I have not tried it using interrupts and I've always used core 0 task at priority 1.
How do you have the IDE set up? I have mine set to 'Arduino runs on: "Core 1"' and 'Events run on: "Core 0"'. I have not had any issues with it not responding.
I only ever had problems with phantom touches before I changed to INPUT_PULLUP.

@JasonPittenger
the same setup of yours, the default configuration.

@Tinyu-Zhao
How may I completely disable the power button of the device? In other words, I want to keep the device turned on even after holding its power button for 6 seconds..

@capedra when using dual core, you have to make sure not to share an interface across the cores. M5.update(); uses I2C to read from the touch controller. You must not use the same I2C bus on the other core, unless you have some sort of global variable to ensure exclusive access to the I2C bus. Otherwise what can happen is you could be in the middle of an I2C transaction on core 1 when core 0 starts reading from I2C. This will interrupt the core 1 read and corrupt the data. For my program, I make sure all I2C transactions are done on core 1. This is true for other interfaces as well, so all my UART transactions are done on core 0 and all SPI transactions are on core 1 as well.
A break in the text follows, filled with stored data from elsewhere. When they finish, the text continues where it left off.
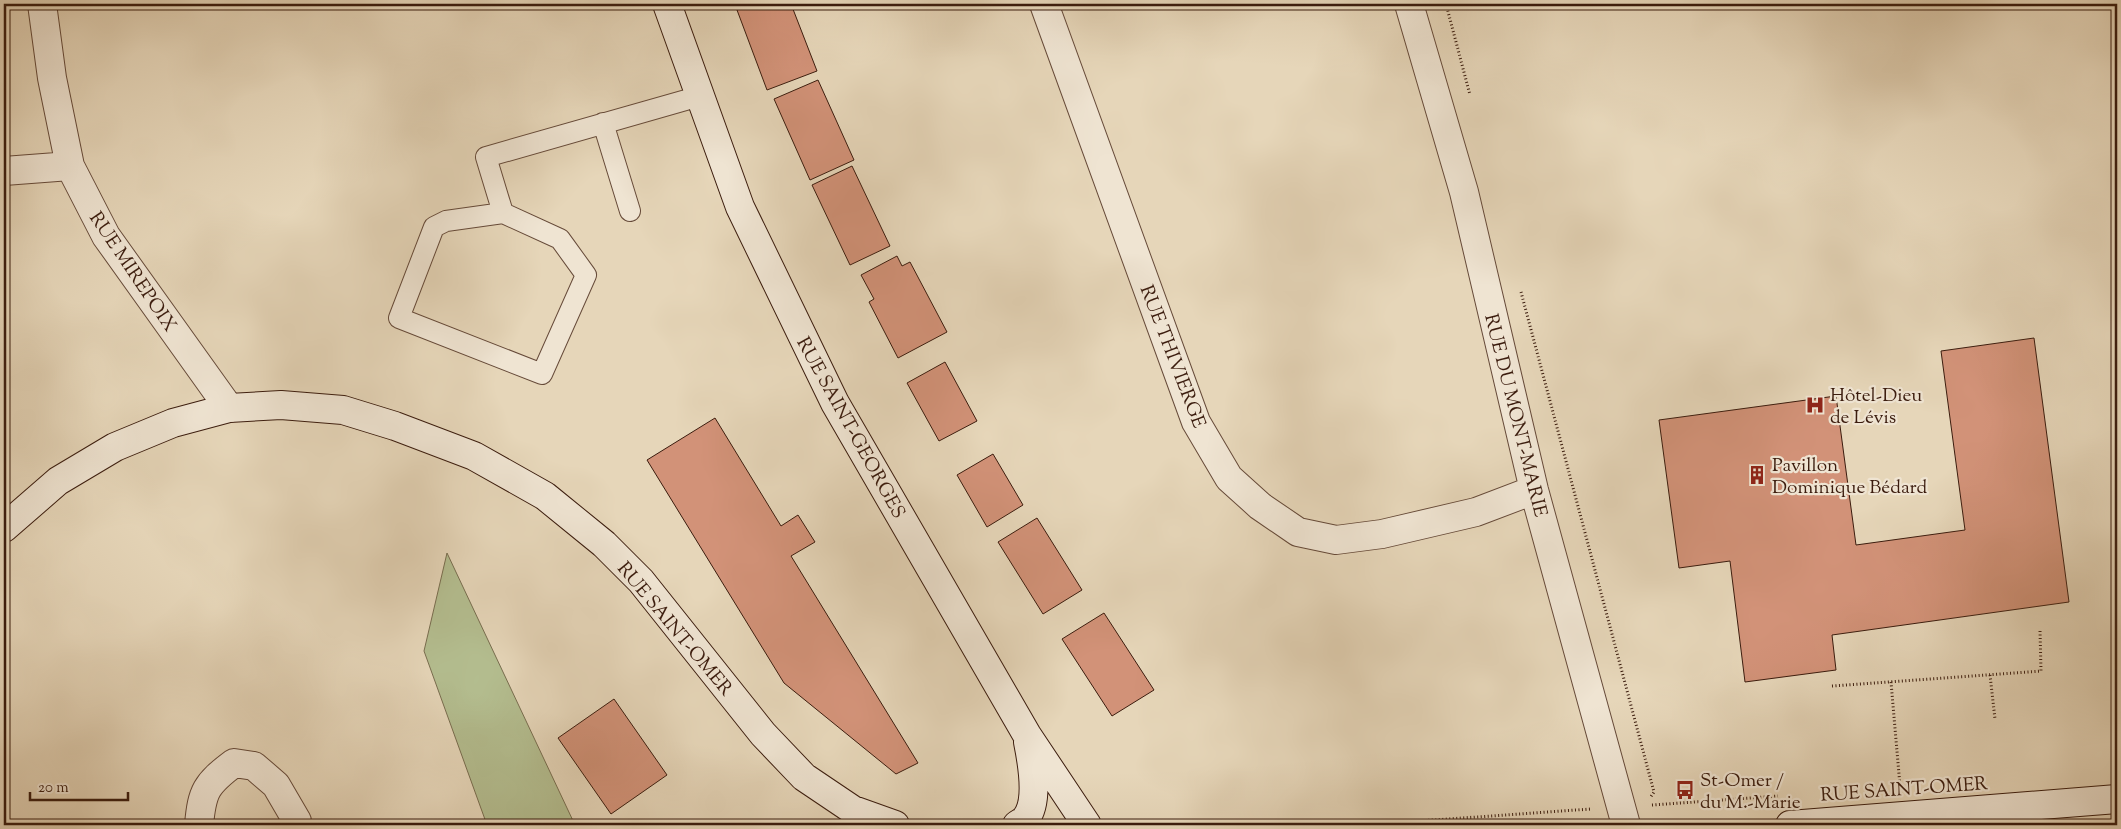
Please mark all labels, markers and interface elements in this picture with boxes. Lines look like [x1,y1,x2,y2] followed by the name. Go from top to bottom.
[82,207,182,338] street label: RUE MIREPOIX
[1132,281,1212,433] street label: RUE THIVIERGE
[1476,311,1553,521] street label: RUE DU MONT-MARIE
[789,332,911,524] street label: RUE SAINT-GEORGES
[1830,383,1922,432] place label: Hôtel-Dieu de Lévis
[1804,394,1826,416] hospital icon: Hôtel-Dieu de Lévis
[1772,453,1928,502] place label: Pavillon Dominique Bédard
[1746,464,1768,486] building icon: Pavillon Dominique Bédard
[610,557,739,703] street label: RUE SAINT-OMER
[1700,768,1801,817] place label: St-Omer / du M.-Marie
[30,769,128,801] scale bar
[1820,771,1989,810] street label: RUE SAINT-OMER
[38,778,69,799] text: 20 m
[1674,779,1696,801] bus stop icon: St-Omer / du M.-Marie

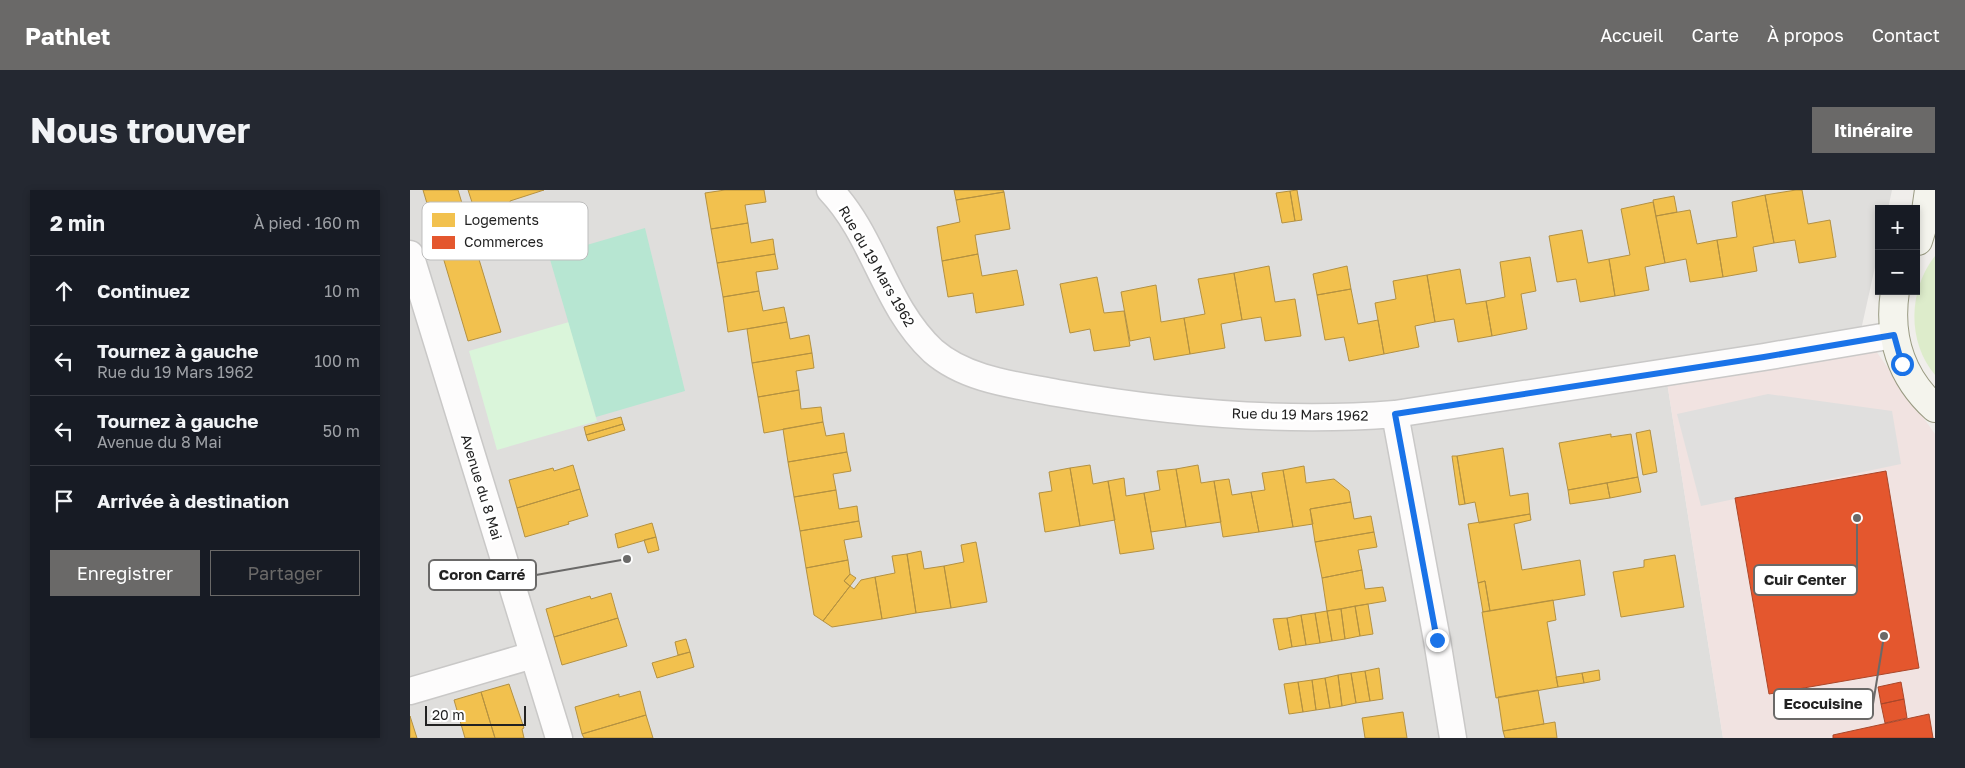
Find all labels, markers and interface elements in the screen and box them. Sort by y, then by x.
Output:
text: Pathlet [25,21,110,50]
text: Accueil [1600,24,1664,46]
text: Carte [1692,24,1739,46]
text: À propos [1767,24,1844,46]
text: Contact [1872,24,1940,46]
button: Itinéraire [1812,107,1935,153]
text: Nous trouver [30,109,250,151]
legend [422,202,588,260]
street label: Rue du 19 Mars 1962 [835,202,919,330]
map controls [1875,205,1920,295]
button: + [1875,205,1920,250]
text: 2 min [50,210,105,236]
text: Logements [464,211,539,228]
text: À pied · 160 m [254,213,360,233]
text: Commerces [464,233,543,250]
button: − [1875,250,1920,295]
icon: ahead [50,277,78,305]
text: Continuez [97,279,190,302]
text: 10 m [324,281,360,301]
text: Tournez à gauche [97,339,258,362]
icon: left [50,347,78,375]
text: 100 m [314,351,360,371]
route start [1891,353,1914,376]
text: Rue du 19 Mars 1962 [97,362,253,382]
street label: Rue du 19 Mars 1962 [1231,404,1369,424]
text: Tournez à gauche [97,409,258,432]
icon: left [50,417,78,445]
text: 50 m [323,421,360,441]
text: Avenue du 8 Mai [97,432,222,452]
street label: Avenue du 8 Mai [458,432,506,542]
icon: arrive [50,487,78,515]
text: Arrivée à destination [97,489,289,512]
button: Enregistrer [50,550,200,596]
button: Partager [210,550,360,596]
callout: Coron Carré [429,560,536,590]
text: Coron Carré [439,565,526,583]
callout: Cuir Center [1754,565,1857,595]
text: Cuir Center [1764,570,1846,588]
route end [1426,629,1449,652]
callout: Ecocuisine [1774,689,1873,719]
text: Ecocuisine [1783,694,1863,712]
scale bar [425,703,526,726]
text: 20 m [432,706,465,723]

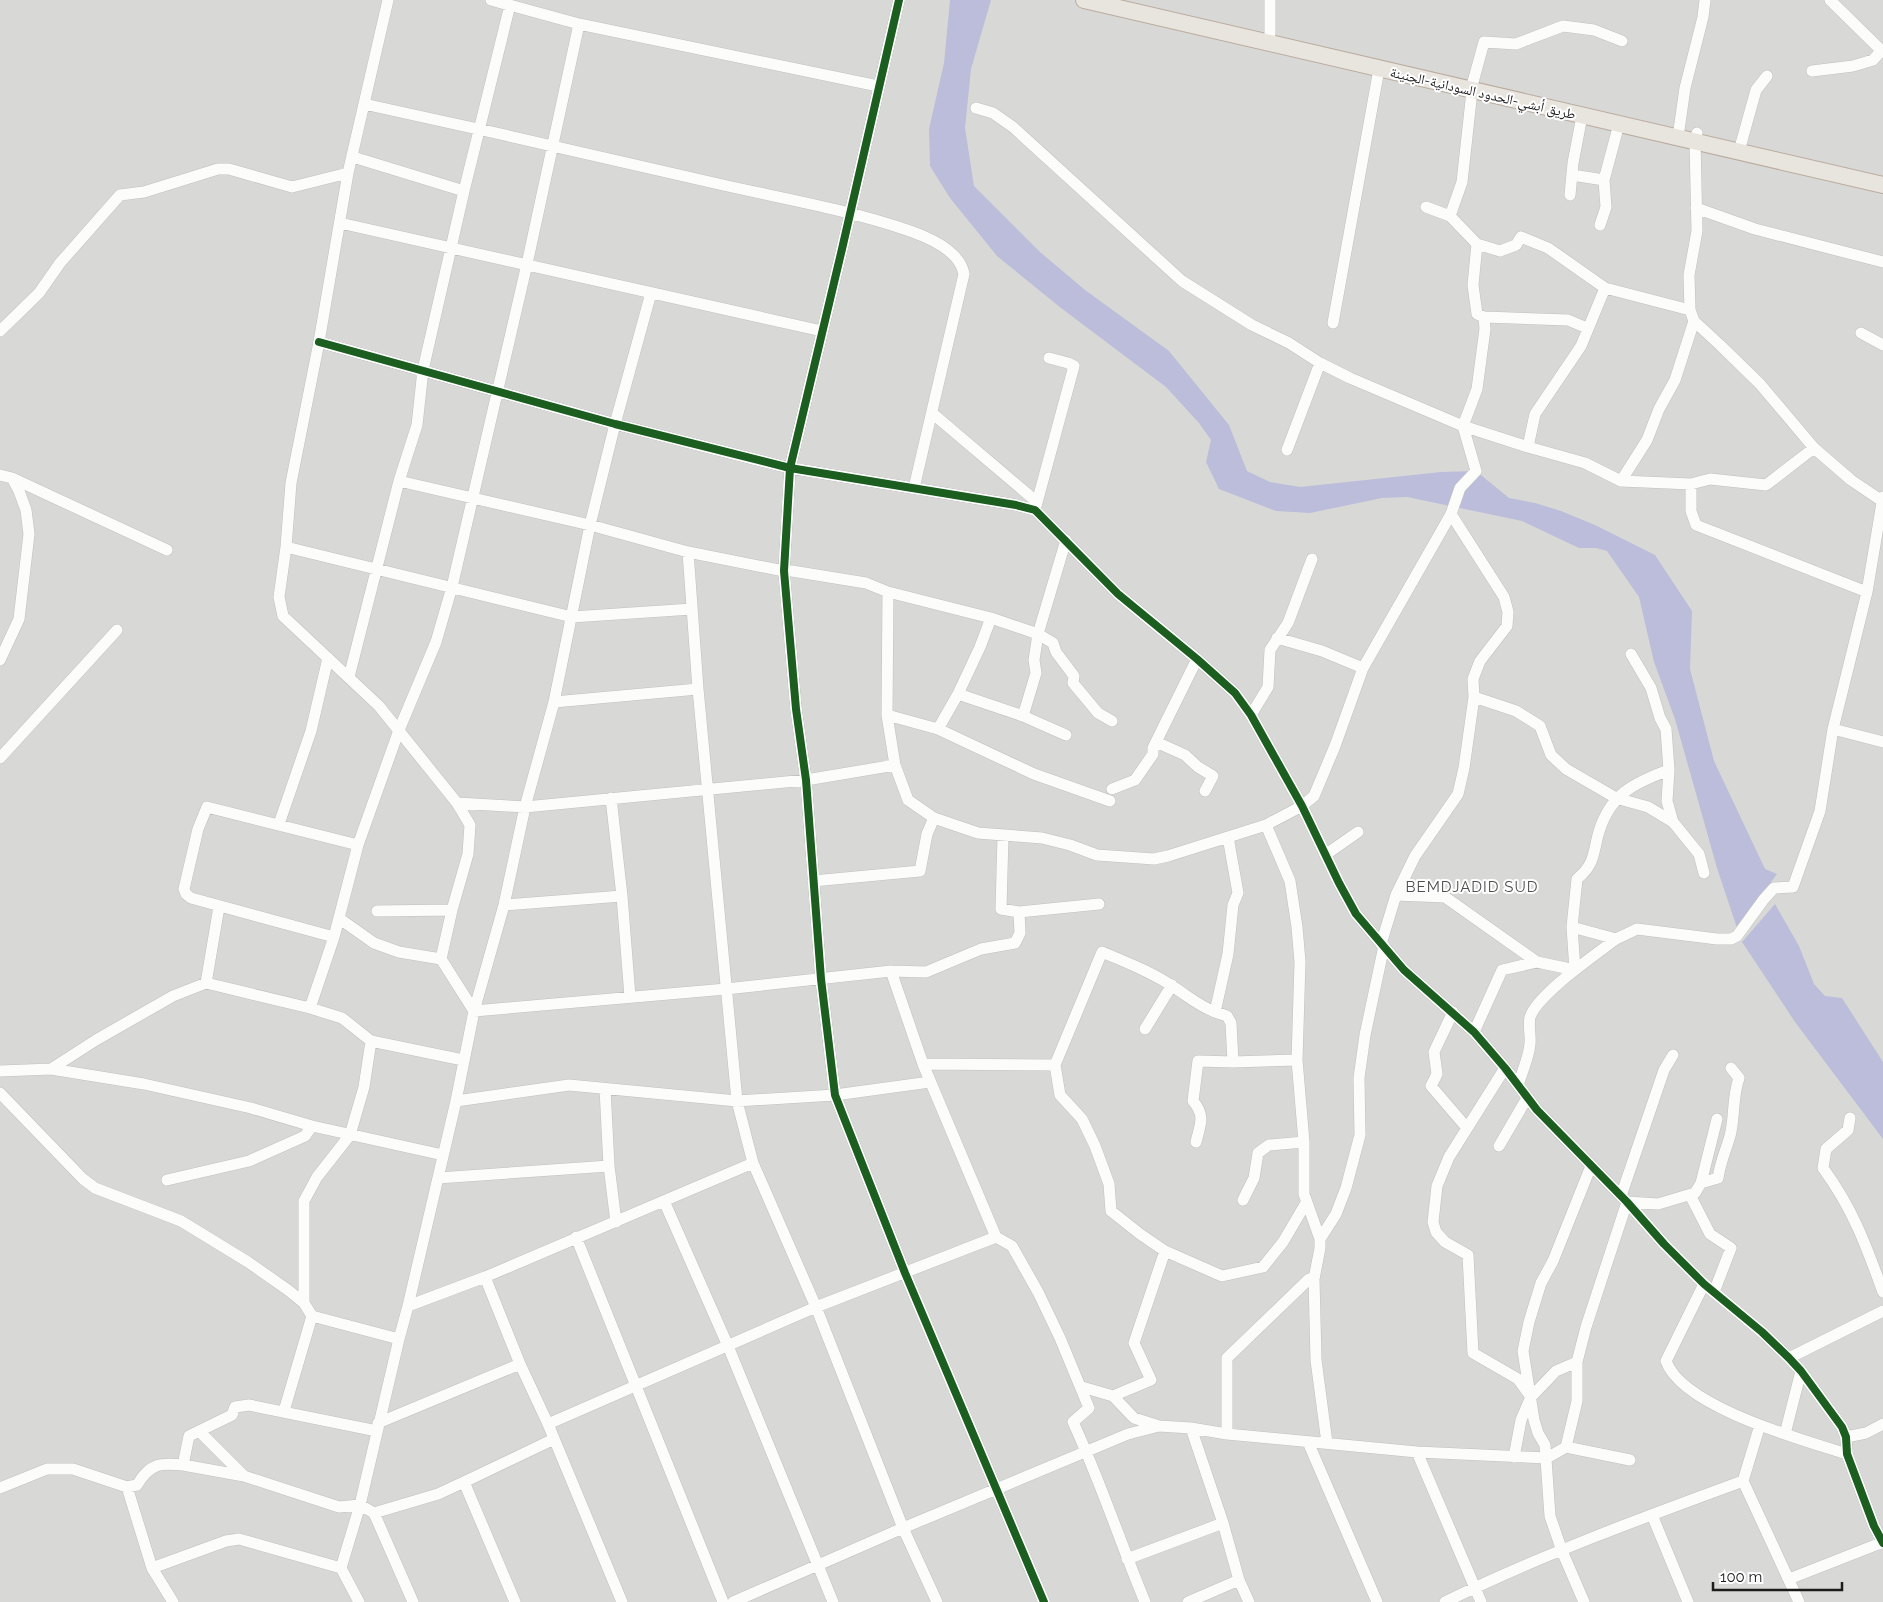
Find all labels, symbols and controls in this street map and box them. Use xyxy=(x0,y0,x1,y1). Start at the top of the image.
street label: طريق أبشي-الحدود السودانية-الجنينة xyxy=(1388,64,1577,126)
district label: BEMDJADID SUD xyxy=(1406,878,1538,896)
scale bar xyxy=(1713,1560,1842,1592)
text: 100 m xyxy=(1720,1568,1762,1586)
But if you want to use both cores, use something like this around every I2C transaction. It will wait for the bus to be available before reading. Then it will lock it out during the read so the other core has to wait. The timeout is there in case the variable gets out of sync and both cores are waiting on each other.

u16_Timeout = 100; while(u8_TimeLockout && u16_Timeout) { u16_Timeout--; delay(1); } //Lock out the variables while the bus is active. u8_TimeLockout = 1; //Read I2C u8_TimeLockout = 0;

As for the power button, the datasheet says the time length can be changed, but I didn't see any way to disable it. I was working with a Google Translated version of the datasheet, so I might have missed it. Personally I wouldn't want to disable it, as it provides a hard power down if the software locks up. I do wish I could disable the physical reset button.

Maybe this is a general feature request? You can file it in M5Unified.